7 Haziran 2010 Pazartesi

eski aşklara...

Yaşamımın kıyısından bağırsam
ağlar mıydı eski sevdalarım?
gözü yaşlı dünler bıraktım...

Emzirdiğim düşler büyüdü
bilemedim
yuvadan ayrılıp gidermiş onlarda
oysa ben evine bağlı bi evlat heveslisiydim.

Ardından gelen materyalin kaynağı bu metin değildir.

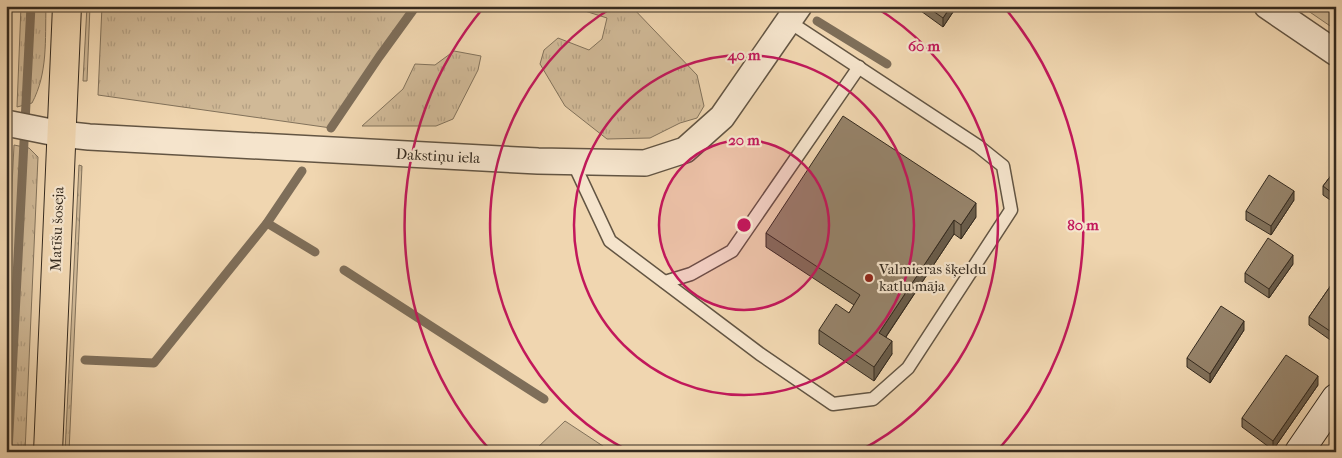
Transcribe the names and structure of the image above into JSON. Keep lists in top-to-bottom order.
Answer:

yarından medet umanlara şaşıyorum doğrusu
bugününe ne kattın diye sorarlar adama
sessizsen sorulanlara
kuyudan bağırsam ne fayda?

duvarları süslemiştim ben aşklarımla
anladım ki bakmak yetmezmiş
kullanmak lazım arada
şimdi birçok bant izim var
geçmişten yara...

Kadının Adı Yok!

Sıradan bir gündü bu da
hatta o kadar sıradandı ki
evden bile çıkmamıştı biri...
karar verdi, arkadaşlarıyla buluştu.
üçüncü kişiler anıldı, taklit gülümsemeler doğdu gece kucağında...
3 kız dönerken evlerine, her şey çok güzeldi aslında.
sonra biri onu çok seven delikanlıyı gördü bir kızla el ele...
çok rahatladım unutmuş beni dedi.
sonra sordu;
-kız benden güzel miydi?
cevap veremedi diğerleri...
bir sokaktan diğerine geçerken
kültürlü bir kadın dayak yiyordu kocasından.
herkes onları iyi bilirdi...
kimse duymadı.
evlere dağılındı...
biri gidip uyudu hemen
diğerinin gözüne uyku girmedi
erkek aklındaydı
onun sevgisi biterse başka kimin bitmezdi?
ağladı bir müddet bencillliğine...
dayak yiyen kadında ağlıyordu çaresizliğine...
üçüncüsü bir erkeğin fotoğrafına aşık oldu o gece.
sıradan bir gündü tüm bireylere göre...

23 Mayıs 2010 Pazar

Fütursuz...

Fütursuzca hareket ettiğim günlerden biri yine
aldırmıyorum ardımdan akıp giden güne.
çarmıha gerdiğim düşün çivilerini çıkardım
yaralarını ovdum.
eskisi gibi olmasa da kurtardım ölümden son hamleyle.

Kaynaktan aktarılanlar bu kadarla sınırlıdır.